If you write tests that test a complete data set, you'd have to write 8 tests, because you need to combine three different binary states (property is/isnot null or whitespace). The test cases would be:

• All are null or whitespace
• 3 and 4 are null or whitespace, 5 is filled in
• 3 and 5 are null or whitespace, 4 is filled in
• 3 is null or whitespace, 4 and 5 are filled in
• 3 is filled in, 4 and 5 are null or whitespace
• 3 and 5 are filled in, 4 is null or whitespace
• 3 and 4 are filled in, 5 is null or whitespace
• All are filled in

This is every permutation possible for three properties that can either be filled in or whitespace. The math here is:

 (options for 3) x (options for 4) x (options for 5)
 = 2 x 2 x 2
 = 2³
 = 8

But this is not how you should write your tests. Instead, you should tests for these three properties separately. This reduces your total tests to 6 tests:

• 3 is null or whitespace
• 3 is filled in
• 4 is null or whitespace
• 4 is filled in
• 5 is null or whitespace
• 5 is filled in

The tests for 3 will not test nor assert anything about properties 4 and 5. They are only interested in property 3. The values of 4 and 5 do not meaningfully impact the behavior of property 3, and therefore it makes no sense to write additional test cases whose different values make no impact to the test's focus.

The math here is:

 (options for 3) + (options for 4) + (options for 5)
 = 2 + 2 + 2
 = 6

Mathematically, you've turned your multiplication into addition. The amount of tests that this saves you increases (pound for pound) as the amount of testable logical paths increases.

As we just established, for 3 binary states, this is a reduction from 8 to 6, which is 25% less.
But if we have 10 of these binary states to test, this is a reduction from 1024 (2¹⁰) down to 20 (2+2+2+...), which is an 98% reduction.

Not all of your if blocks are binary. Sometimes you have more complicated evaluations which have more than two possible input permutations. But the principle remains the same.

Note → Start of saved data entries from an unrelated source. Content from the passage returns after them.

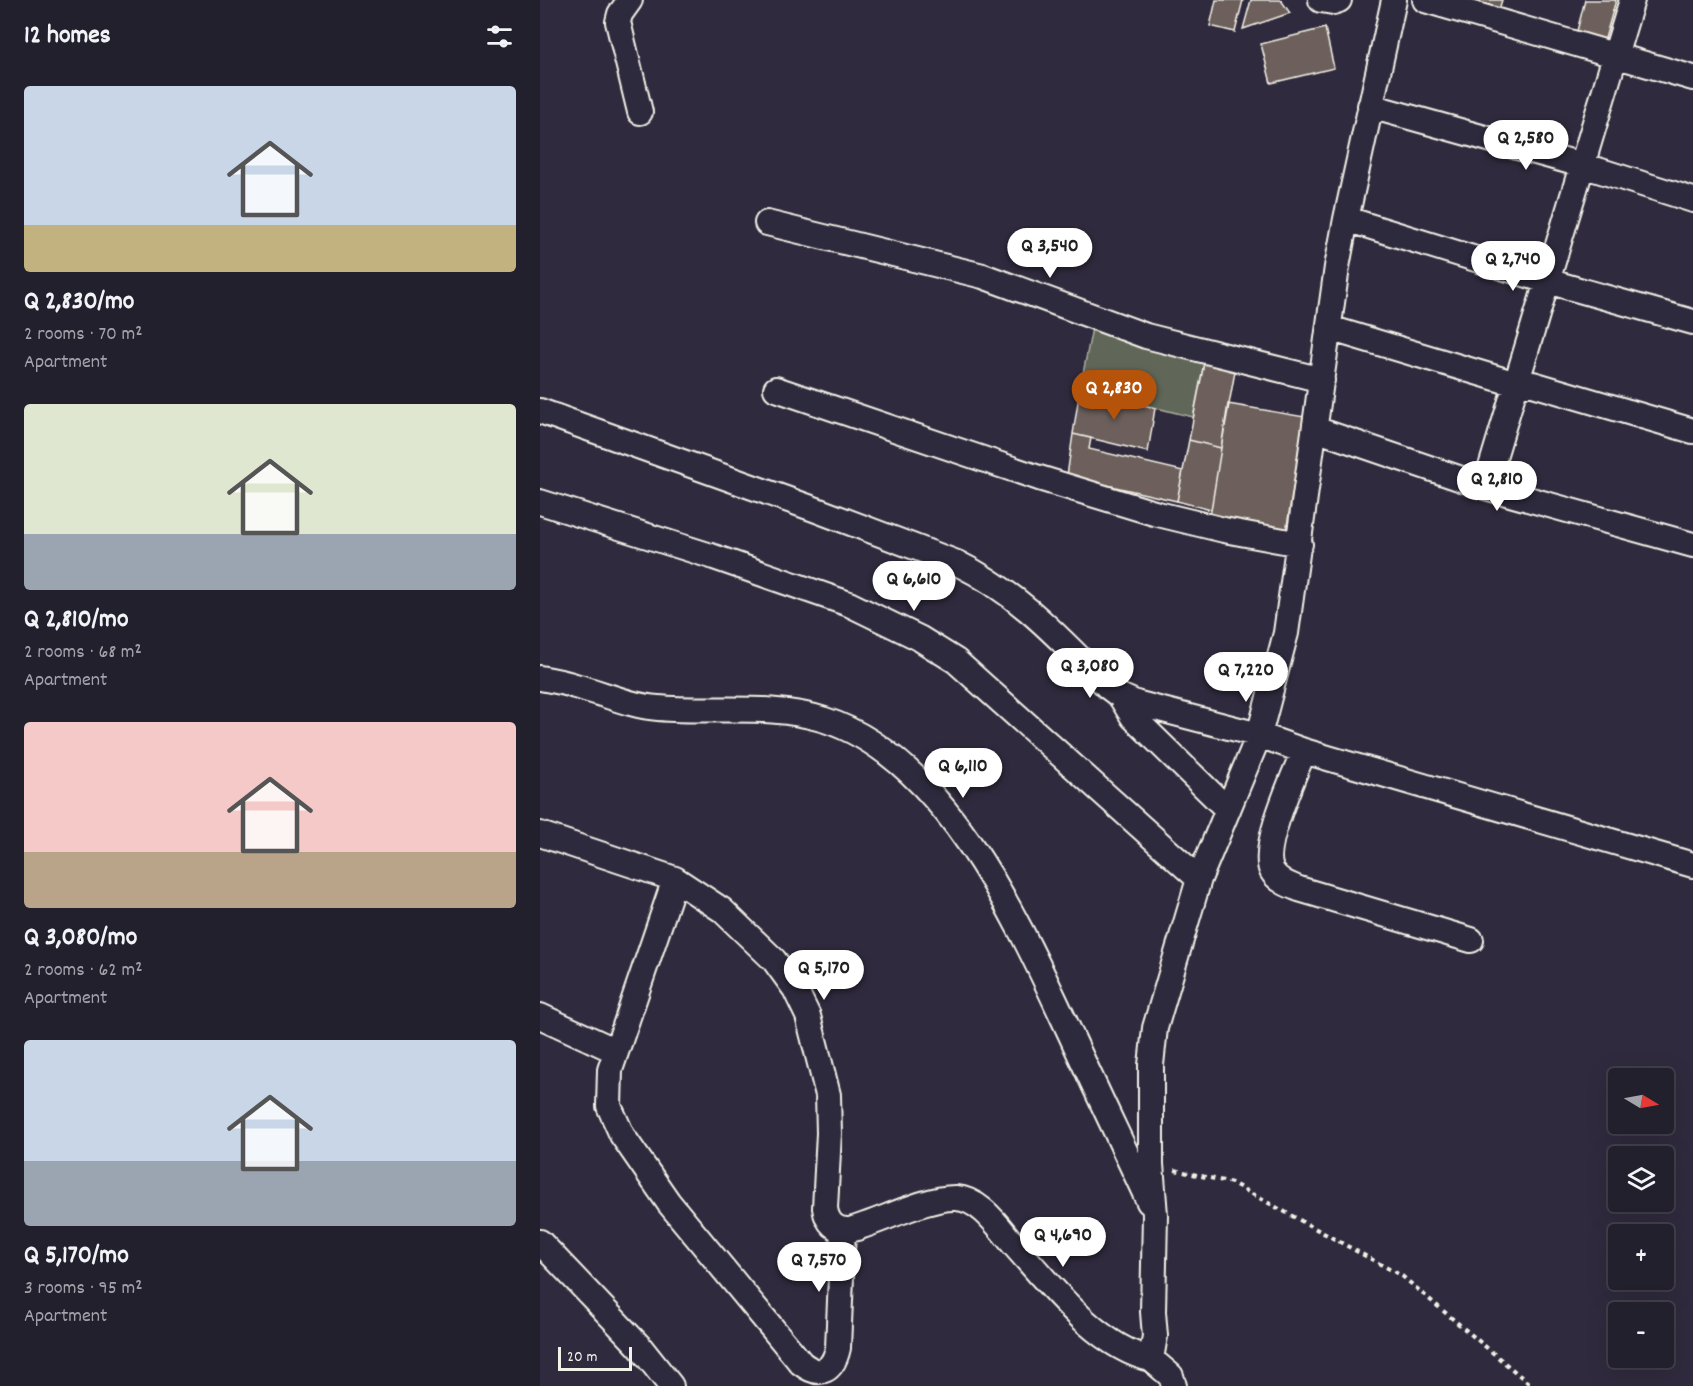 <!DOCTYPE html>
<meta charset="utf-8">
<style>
:root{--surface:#23202e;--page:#2f2d3a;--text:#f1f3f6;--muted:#a3a3aa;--line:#403e4a;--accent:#b45309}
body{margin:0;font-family:Dekko,sans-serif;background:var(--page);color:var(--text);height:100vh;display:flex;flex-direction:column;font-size:22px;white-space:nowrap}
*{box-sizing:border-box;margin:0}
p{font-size:20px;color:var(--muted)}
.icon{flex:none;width:33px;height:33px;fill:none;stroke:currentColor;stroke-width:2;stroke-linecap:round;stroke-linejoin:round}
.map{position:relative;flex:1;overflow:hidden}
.side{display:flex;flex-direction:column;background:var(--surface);width:540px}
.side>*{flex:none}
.needle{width:39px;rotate:100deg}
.controls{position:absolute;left:1068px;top:1068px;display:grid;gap:12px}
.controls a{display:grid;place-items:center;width:66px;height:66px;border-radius:6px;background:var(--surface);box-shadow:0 6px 24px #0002,0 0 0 2px var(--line);font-size:30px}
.scale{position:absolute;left:18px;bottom:15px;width:74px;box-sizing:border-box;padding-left:6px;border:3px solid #f4f1e8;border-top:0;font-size:16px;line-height:21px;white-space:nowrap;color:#f4f1e8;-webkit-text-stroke:4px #2f2a3d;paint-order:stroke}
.price{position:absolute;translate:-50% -51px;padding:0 14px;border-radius:21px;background:#fff;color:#222;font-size:20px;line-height:39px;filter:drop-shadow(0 2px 3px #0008)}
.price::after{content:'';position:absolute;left:50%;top:36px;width:18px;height:14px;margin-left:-9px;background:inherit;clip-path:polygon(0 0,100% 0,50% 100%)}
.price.current{background:var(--accent);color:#fff}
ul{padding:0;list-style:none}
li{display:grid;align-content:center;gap:12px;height:318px;padding:0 24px}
li span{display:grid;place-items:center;height:186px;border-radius:6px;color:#555}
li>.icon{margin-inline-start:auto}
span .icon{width:108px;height:108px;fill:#fffc;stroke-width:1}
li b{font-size:26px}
h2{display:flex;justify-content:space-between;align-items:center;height:72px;padding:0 24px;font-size:26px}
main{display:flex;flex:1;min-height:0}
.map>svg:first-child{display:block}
.green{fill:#616659;stroke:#aaaca0;stroke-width:1.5}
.building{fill:#6d615c;stroke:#f4f1e8;stroke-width:1.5}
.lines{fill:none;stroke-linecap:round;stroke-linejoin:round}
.minor-casing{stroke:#f4f1e8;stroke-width:28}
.path{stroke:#f4f1e8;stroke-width:4;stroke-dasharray:4.5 4.5;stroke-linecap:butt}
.minor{stroke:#2f2a3d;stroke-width:24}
</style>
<main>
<section class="side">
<h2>12 homes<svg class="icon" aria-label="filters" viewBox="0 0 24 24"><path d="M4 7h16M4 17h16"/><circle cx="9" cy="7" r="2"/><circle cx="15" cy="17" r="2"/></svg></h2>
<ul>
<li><span style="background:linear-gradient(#c9d6e8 75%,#c2b280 0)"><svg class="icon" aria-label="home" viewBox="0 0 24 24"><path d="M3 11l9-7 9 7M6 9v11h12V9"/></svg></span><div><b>Q 2,830/mo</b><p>2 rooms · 70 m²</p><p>Apartment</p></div></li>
<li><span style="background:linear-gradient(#dfe7d0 70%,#9aa5b1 0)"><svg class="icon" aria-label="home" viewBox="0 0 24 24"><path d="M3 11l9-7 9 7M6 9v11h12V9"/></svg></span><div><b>Q 2,810/mo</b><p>2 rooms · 68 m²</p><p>Apartment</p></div></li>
<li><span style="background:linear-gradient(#f6c9c9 70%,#b9a48a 0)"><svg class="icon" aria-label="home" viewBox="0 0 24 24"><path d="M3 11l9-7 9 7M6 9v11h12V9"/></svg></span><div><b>Q 3,080/mo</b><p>2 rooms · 62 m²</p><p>Apartment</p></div></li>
<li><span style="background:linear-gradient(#c9d6e8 65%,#9aa5b1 0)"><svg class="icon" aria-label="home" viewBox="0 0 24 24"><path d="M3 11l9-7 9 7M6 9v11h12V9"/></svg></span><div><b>Q 5,170/mo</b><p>3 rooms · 95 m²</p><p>Apartment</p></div></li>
</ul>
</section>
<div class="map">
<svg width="1153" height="1386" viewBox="0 0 1153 1386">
<rect width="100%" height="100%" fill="#2f2a3d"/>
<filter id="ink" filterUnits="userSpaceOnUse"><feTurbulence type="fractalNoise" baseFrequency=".0167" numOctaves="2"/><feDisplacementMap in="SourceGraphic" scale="12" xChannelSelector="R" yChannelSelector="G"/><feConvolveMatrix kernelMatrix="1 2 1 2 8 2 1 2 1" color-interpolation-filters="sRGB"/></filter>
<g filter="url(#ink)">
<path class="green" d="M552,328l113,30 -12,59 -113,-28z"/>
<path class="building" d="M676,0h27l-8,32 -25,-6z
M711,0h30l9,13 -47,16z
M914,0h48l-4,13z
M1045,0h31l-12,42 -28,-7z
M785,28l9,40 -63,15 -10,-39z
M665,358l31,8 -15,82 -32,-8z
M540,389l75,19 -7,44 -75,-18z
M688,404l77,13 -19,115 -76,-15z
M533,434l18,4 -2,11 94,22 -6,30 -110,-25z
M649,440l32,8 -10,62 -34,-9z"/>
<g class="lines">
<defs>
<path id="minor" d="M90,0l-10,14 -2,8 22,90
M781,0l12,2 6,-2
M885,0l268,78
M830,106l212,59 111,35
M806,219l201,62 146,41
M227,223l216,53 163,60 176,44
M789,328l187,56h17l160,47
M236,389l263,89 115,35 70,17 76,14
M0,411l274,98 143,54c62,30 103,76 151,124l12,9 16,7 123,32 45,16 389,114
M775,429l170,58 208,58
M945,487l147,-487
M0,502l171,54 138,48 70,34 37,23 243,218
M0,678c12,2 24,4 35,8 28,7 55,20 83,22 56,5 113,-5 167,12 122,39 195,206 245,313 26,57 53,113 79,169
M580,696l13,21 95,93
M764,751c-10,24 -44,98 -32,120 6,10 17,14 27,18l172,51
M0,834l135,45 47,31 52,50 21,29 13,27 20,79 1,38 -4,75c2,15 11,23 25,22 30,-8 77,-33 106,-32 25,1 44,31 59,48 35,39 83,102 136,113
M135,879l-65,191 -1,36 13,29 47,68 132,160c20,16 32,7 37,-15l5,-118
M0,1016l76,35
M0,1242l100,105 31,39
M634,1386l-3,-10 -20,-17 4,-23 -2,-24 2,-97 -4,-51v-99l4,-37 44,-149 60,-144 27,-102 51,-366 9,-48 48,-219"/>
</defs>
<use href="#minor" class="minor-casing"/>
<path class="path" d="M635,1170l57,13 170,93 130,110"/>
<use href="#minor" class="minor"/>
</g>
</g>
</svg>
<div class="controls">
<a><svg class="needle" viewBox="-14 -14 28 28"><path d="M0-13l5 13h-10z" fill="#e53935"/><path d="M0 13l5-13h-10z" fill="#a3a3aa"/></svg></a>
<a><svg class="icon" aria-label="layers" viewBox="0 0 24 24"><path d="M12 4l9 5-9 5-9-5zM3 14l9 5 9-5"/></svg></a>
<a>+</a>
<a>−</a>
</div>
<div class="scale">20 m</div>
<b class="price" style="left:986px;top:171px">Q 2,580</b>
<b class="price" style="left:510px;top:279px">Q 3,540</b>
<b class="price" style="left:973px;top:292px">Q 2,740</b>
<b class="price current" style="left:574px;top:421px">Q 2,830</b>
<b class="price" style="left:957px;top:512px">Q 2,810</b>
<b class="price" style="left:374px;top:612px">Q 6,610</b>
<b class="price" style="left:550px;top:699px">Q 3,080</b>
<b class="price" style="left:706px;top:703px">Q 7,220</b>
<b class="price" style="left:423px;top:799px">Q 6,110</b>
<b class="price" style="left:284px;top:1001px">Q 5,170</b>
<b class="price" style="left:523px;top:1268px">Q 4,690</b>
<b class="price" style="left:279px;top:1293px">Q 7,570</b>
</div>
</main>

Even when we're not discussing testing strategies but code maintenance instead, this is precisely why proper abstraction and separation of concerns is so powerful. By separating your logic, you can have a complex whole that is made up of individually simple components, which makes each component easy to maintain and test; while at the same time allowing your application to perform much more complex tasks that by themselves would not be as maintainable.

Answer 4

Your code is complicated. It could be made a bit less complicated, but it’s mostly complicated because your business logic is.

There are two dozen places where you could hide a trivial bug. So yes, you need to have at least two dozen unit tests. Best to give a printed description of the business logic to someone who then writes the unit tests (you shouldn’t write unit tests base on your code). And then you want to make sure that your unit tests would find bugs. Spend 10 minutes: introduce a bug on the first line of code, run unit tests, something should fail, introduce a bug on the second line and so on. If a bug doesn’t fail, tell the unit test writer what went wrong and let them add a test.